For the rest of the tour, that's a scary thought considering the fact that Djokovic is firmly in the prime of his career. As Roger Federer's phenomenal swan song marches on and Rafa Nadal's decline begins, Djokovic is still reaching new heights.
Throughout 2015, Djokovic has been by far the best player in the world. He was 35-2 coming into Paris, had won every Masters or Slam even he'd entered since last November and hadn't lost since February. He still sits at No. 1, over 4,000 points above No. 2 Federer. While that makes this loss sting a bit more because he was the favorite coming in, it should also give him hope that there's more greatness to come.
He's 28 years old and likely has at least three or four more years left to contend for major titles. That's plenty of time to win the French Open.
If he does get frustrated, Djokovic must remember that he isn't the only legend of the sport who has had trouble winning the clay-court Slam.
Andre Agassi made his first Slam semifinal and his first Slam final at the French, and after making the final back-to-back years in 1990 and 1991, it seemed like it would be his best major. However, it took Agassi 13 years and 11 trips to Paris to walk away with the title—he finally won it in 1999 at the age of 29 to complete his career Slam.
Federer, too, famously struggled to win at Roland Garros, mainly because of Nadal's dominance. The 17-time Slam champion lost in three French Open finals before finally winning in 2009 at the age of 27, also in his 11th time at the tournament.
Djokovic isn't that far off from these two.
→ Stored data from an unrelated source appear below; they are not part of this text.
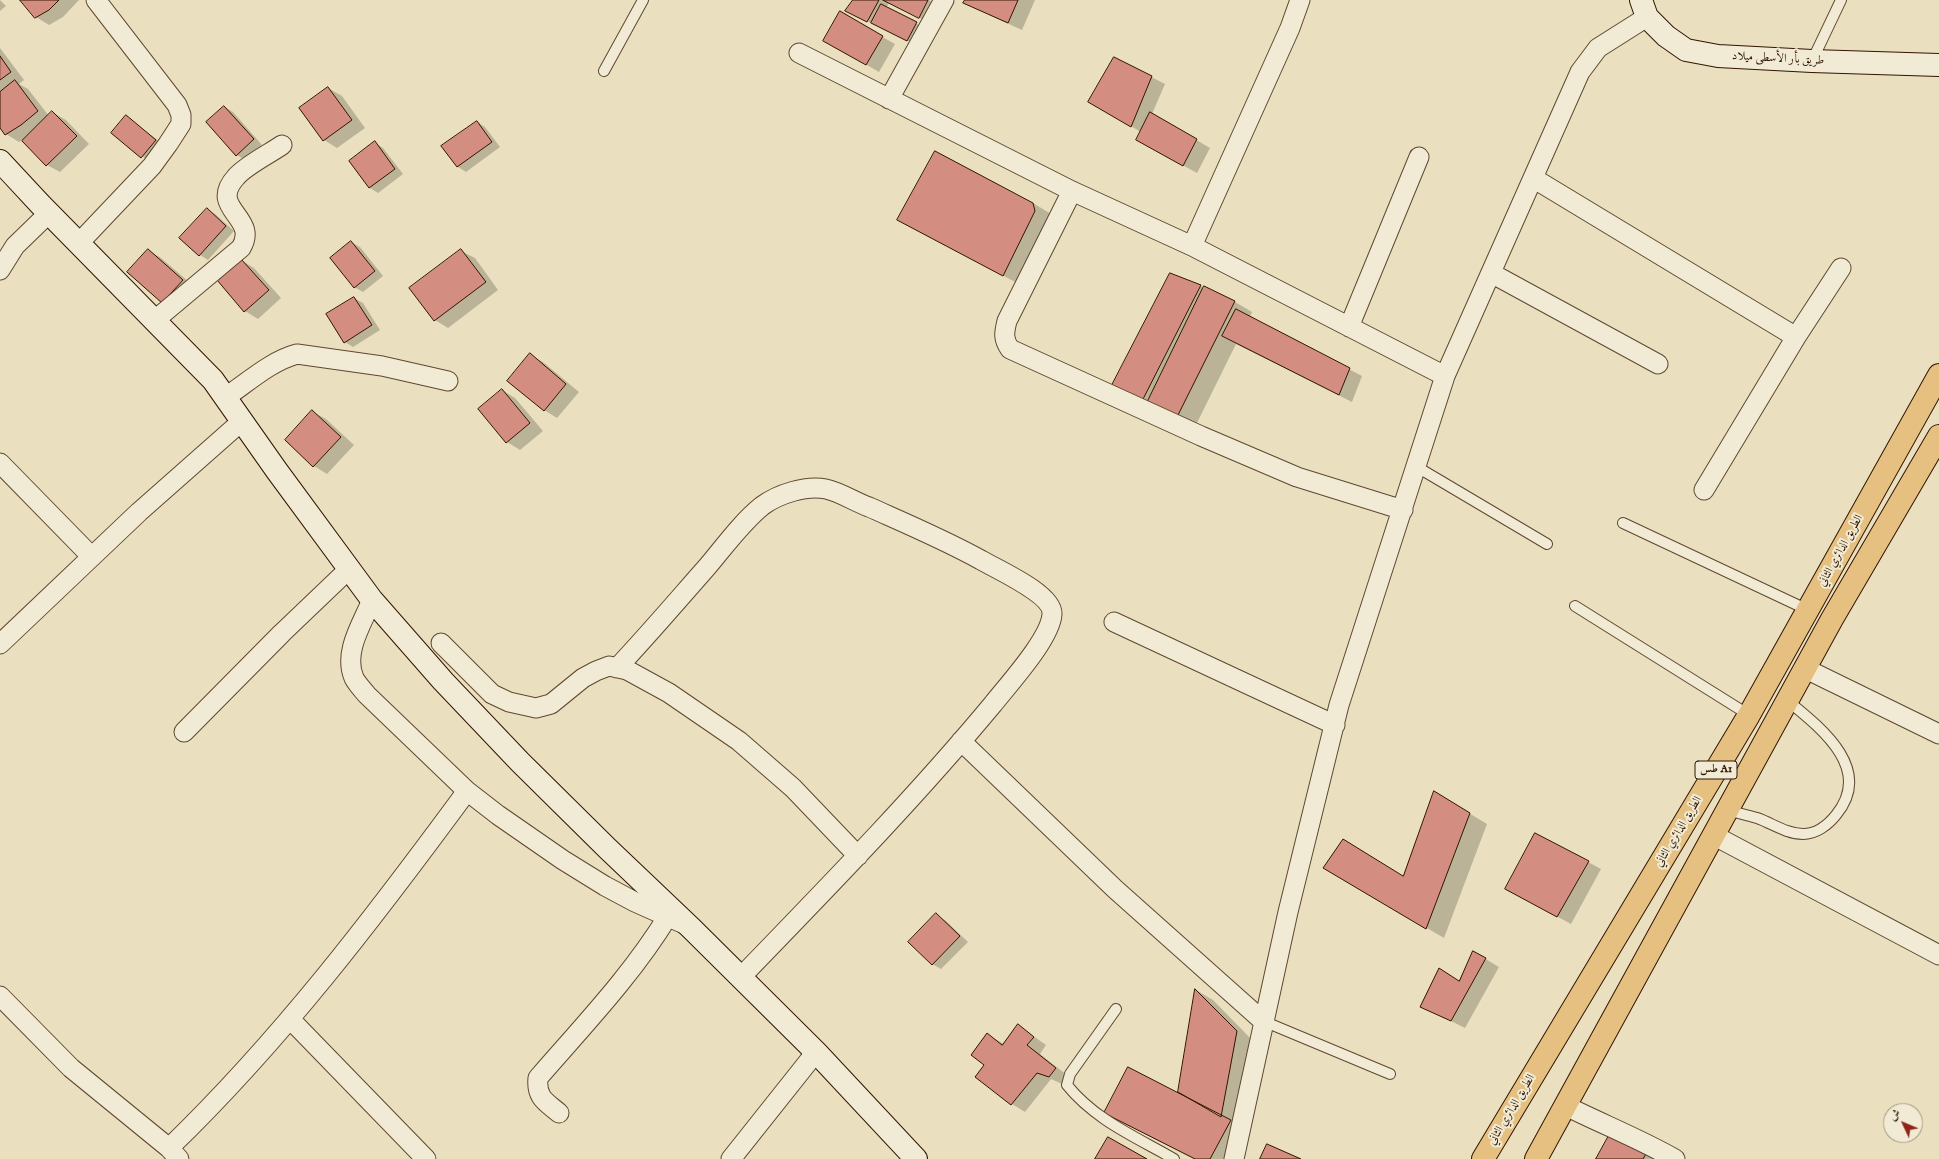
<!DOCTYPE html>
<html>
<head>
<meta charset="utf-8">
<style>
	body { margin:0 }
	#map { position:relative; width:1939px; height:1159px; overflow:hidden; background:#eae0bf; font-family:"IM FELL English",Amiri,serif }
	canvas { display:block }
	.north { position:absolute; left:1883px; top:1103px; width:40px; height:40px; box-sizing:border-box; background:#f1ebd5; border:1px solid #a49580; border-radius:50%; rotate:314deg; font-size:11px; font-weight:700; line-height:16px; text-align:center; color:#311400 }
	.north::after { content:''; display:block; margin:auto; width:14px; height:18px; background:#8f2418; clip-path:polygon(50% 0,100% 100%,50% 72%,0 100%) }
</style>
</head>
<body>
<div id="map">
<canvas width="1939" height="1159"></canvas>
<div class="north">ش</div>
</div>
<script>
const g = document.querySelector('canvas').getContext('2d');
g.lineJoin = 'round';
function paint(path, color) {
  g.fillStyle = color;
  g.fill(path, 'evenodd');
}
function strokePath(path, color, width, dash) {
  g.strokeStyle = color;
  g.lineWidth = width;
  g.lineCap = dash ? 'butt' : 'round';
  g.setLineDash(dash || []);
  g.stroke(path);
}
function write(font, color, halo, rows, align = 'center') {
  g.font = font + ' "IM FELL English",Amiri,serif';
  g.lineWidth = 4;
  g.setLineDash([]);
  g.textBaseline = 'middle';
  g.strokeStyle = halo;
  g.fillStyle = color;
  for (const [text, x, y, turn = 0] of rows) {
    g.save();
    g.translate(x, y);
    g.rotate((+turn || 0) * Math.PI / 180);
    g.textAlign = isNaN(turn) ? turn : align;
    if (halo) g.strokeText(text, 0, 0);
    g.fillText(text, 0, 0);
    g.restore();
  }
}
paint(new Path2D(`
	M0,0L6,6L0,11Z
	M21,0H79L63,17L49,25L36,17Z
	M854,0H929L936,4L928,22L889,3L886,8L925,28L916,45L877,25L876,26L847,10Z
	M966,0H1035L1022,30L978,10L965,3Z
	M840,13L895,44L879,72L824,40Z
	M0,48L24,80L19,84L28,89L49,116L52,112L66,120L89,144L60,172L47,165L22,140L19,142L6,134L0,126Z
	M1114,58L1165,84L1152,114L1210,148L1197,173L1151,148L1141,132L1089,102Z
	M328,88L342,96L365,128L337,148L324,140Z
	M225,107L233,112L262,145L245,160L237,155Z
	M126,116L164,145L150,162L112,133Z
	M477,122L485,127L500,147L466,172L458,167L443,146Z
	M375,143L383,148L403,174L378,193L370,188L350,161Z
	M1033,203L1051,214L1021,285L916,230Z
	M207,209L215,214L234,231L208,260L200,255L181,238Z
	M351,242L360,247L383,276L363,292L354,287Z
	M148,250L161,258L196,288L176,310L128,272Z
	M461,251L475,258L498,290L448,328L435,320L411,288Z
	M241,260L254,268L281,298L258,319L245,311Z
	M1170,274L1204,288L1205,287L1235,302L1252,312L1250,317L1362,376L1352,402L1236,344L1193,431L1140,406Z
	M354,298L363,303L380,330L353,347L345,342Z
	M530,355L543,362L579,392L557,418L544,410Z
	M502,390L515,398L543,431L520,450L507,442Z
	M313,412L326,419L354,445L327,474L314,466Z
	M1434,792L1487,824L1444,938L1324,868L1404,877Z
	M1588,862L1601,869L1571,924L1519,896Z
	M936,915L945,920L968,942L941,969L932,964Z
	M1474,952L1499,967L1465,1028L1421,1006L1460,982Z
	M1196,990L1213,1000L1254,1042L1233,1159H1195L1123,1123L1179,1094Z
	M1019,1026L1046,1045L1040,1054L1068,1076L1062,1084L1051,1079L1025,1112L1012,1104L977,1077L986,1065L988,1035L1004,1044Z
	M1613,1132L1661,1159H1598Z`), '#0003');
const building = new Path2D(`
	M20,0H59L49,10L35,18Z
	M853,0H879L867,22L845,11Z
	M883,0H928L919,18Z
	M965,0H1018L1008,23L963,3Z
	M881,4L917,22L907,41L871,23Z
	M840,11L883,36L866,65L823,41Z
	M0,56L11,72L0,80Z
	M1114,57L1152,76L1131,127L1088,102Z
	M15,80L38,111L21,125L5,135L0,128V92Z
	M328,87L352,120L323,141L299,108Z
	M224,106L254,139L236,156L206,122Z
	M52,111L77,136L46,166L22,141Z
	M1150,112L1197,139L1183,166L1136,140Z
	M126,115L156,140L141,158L111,133Z
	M477,121L492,142L457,167L441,146Z
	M375,141L395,169L369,188L349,161Z
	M935,151L1033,203L1035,211L1003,276L897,220Z
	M207,208L226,226L199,256L179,238Z
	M351,241L375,271L354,288L330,258Z
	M148,249L183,280L162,303L127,272Z
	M461,249L486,282L434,321L409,288Z
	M241,259L269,290L244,312L217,280Z
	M1170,273L1201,285L1139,407L1110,389Z
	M1204,286L1235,301L1175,421L1145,407Z
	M354,297L372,325L344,343L326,314Z
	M1236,309L1350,368L1339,395L1222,336Z
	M530,353L566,384L544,411L507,381Z
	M502,389L530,423L506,443L478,409Z
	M312,410L341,437L313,467L285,440Z
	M1434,791L1470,813L1426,929L1323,868L1343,839L1403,876Z
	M1535,833L1589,861L1557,917L1505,889Z
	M936,913L960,936L932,965L908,942Z
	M1473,951L1486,958L1451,1021L1420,1007L1439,968L1459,981Z
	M1195,989L1237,1031L1221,1117L1178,1092Z
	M1018,1024L1034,1037L1027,1045L1056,1068L1049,1077L1037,1073L1011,1105L975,1077L984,1065L971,1055L987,1033L1002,1045Z
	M1128,1067L1231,1120L1210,1159H1195L1104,1113Z
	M1612,1130L1648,1150L1643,1159H1596Z
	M1108,1137L1147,1159H1095Z
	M1267,1144L1301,1159H1260Z`);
paint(building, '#d48e81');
strokePath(building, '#311400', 1);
const lane = new Path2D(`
	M1812,61L1841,0
	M604,71L643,0
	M1417,467L1547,544
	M1623,523L1808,610
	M1575,606L1749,715
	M1727,810C1737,813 1747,815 1757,818C1772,823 1786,834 1803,834C1816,834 1828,825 1836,815C1874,769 1821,728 1788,701
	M1116,1009L1070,1074L1067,1085C1095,1120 1136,1137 1174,1159
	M1263,1021L1390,1074`);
const street = new Path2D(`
	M799,53L1072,191L1192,246L1445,376
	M889,99L944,0
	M1533,178L1796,337
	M1072,191L1007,321C1004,333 1003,339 1010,349L1201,436L1297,477L1403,510
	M79,243L152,166L168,144L181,124V115L177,105L96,0
	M1192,246L1290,28L1300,0
	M0,270L15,246L49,213
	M1491,273L1658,364
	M155,320L241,248C260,217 207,209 236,177C245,166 269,154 282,145
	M1349,327L1419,157
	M226,397C248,382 271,361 297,354L382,366L448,381
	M0,463L91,556
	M1704,490L1796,337L1841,268
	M372,600C362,624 343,652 354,678C357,684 363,690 367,695L467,791L498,815L563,860L605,886L635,902L682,923
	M1114,622L1335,725
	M441,643L492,694L509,702L536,708L551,704L583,678L596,671L609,666L627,670L669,693L739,741L793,788L858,856
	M0,644L139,512L242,421
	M617,668C648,635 677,601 707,567C724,547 741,523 762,506C778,494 806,485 826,489C840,492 855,502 869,507C907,524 945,540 981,560C998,570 1053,594 1052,614C1051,638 1008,685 993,704C914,799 827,888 741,977
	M1806,669L1939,734
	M184,732L282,633L349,569
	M961,741L1115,889L1263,1021
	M1713,835L1939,955
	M0,996L71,1068L169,1148L179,1159
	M290,1019L426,1159
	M1566,1106C1602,1124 1640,1139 1675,1159
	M559,1113C546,1102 536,1098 538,1078C583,1026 632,975 668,916
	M169,1148C281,1040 375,916 467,791
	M731,1159L816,1052
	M1234,1159L1288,912L1339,705L1445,376L1580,72L1598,48L1647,17`);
const secondary = new Path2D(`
	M1641,0L1647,17L1666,36L1686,50L1718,56L1812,61L1939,65
	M0,161L40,204L213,380L277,471L372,600L443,681L520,762L607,848L691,928L816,1052L916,1159`);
const highway = new Path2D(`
	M1483,1159L1749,715L1939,375
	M1536,1159L1832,619L1939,436`);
strokePath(lane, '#5f4730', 12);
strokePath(street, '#5f4730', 21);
strokePath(secondary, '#311400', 24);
strokePath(highway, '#311400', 24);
strokePath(lane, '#f1ebd5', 10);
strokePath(street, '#f1ebd5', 19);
strokePath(secondary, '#f1ebd5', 22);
strokePath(highway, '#e5c080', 22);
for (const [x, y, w] of [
	[1716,770,42]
]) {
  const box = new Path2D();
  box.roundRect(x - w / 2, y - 9, w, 18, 3);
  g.fillStyle = '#f1ebd5';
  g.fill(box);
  strokePath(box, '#311400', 1);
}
write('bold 11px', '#311400', null, [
	["طس A1",1716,770]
]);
write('12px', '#311400', '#f1ebd5', [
	["طريق بأر الأسطى ميلاد",1778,59,3],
	["الطريق الدائري الثاني",1841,551,-61],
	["الطريق الدائري الثاني",1679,832,-59],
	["الطريق الدائري الثاني",1512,1110,-59]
]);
</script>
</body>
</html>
He, too, has now lost in three finals like Federer. Next year at the tournament, he will be 29, like Agassi. Those players should give Djokovic and his fans plenty of hope that the future is bright.
Really, though, the most monumental thing that happened for Djokovic this year at the French Open is that he became the sentimental favorite, a role that the Serb has never really played before.
The French crowd is brutal and unforgiving, and they never really knew what to make of Djokovic before. They "boo" at the drop of a hat and often don't appreciate his theatrics. Djokovic is a player who relishes crowd support and wants to be loved so badly by his peers and the fans.
On Sunday, at long last, the Parisian crowd showered him with that love.
"The French crowd gave Djokovic an extended standing ovation normally reserved for the champion, and tears welled in his eyes," Ed McGrogan wrote for Tennis.com. "They want him to win this title, someday, and you can bet Djokovic will remember that moment the next time he takes to the terre battue."
Djokovic isn't leaving Paris this year with a career Slam as most of us expected him to, but he is leaving with a monkey off of his back, with determination to get better and with the prime of his career extending ahead of him.
He's leaving more loved and more experienced, more weathered but hopefully none-the-more weary.
He's not there yet, but he's getting closer. That's more than enough of a reason for Djokovic to keep his head held high and to keep the French Open faith alive.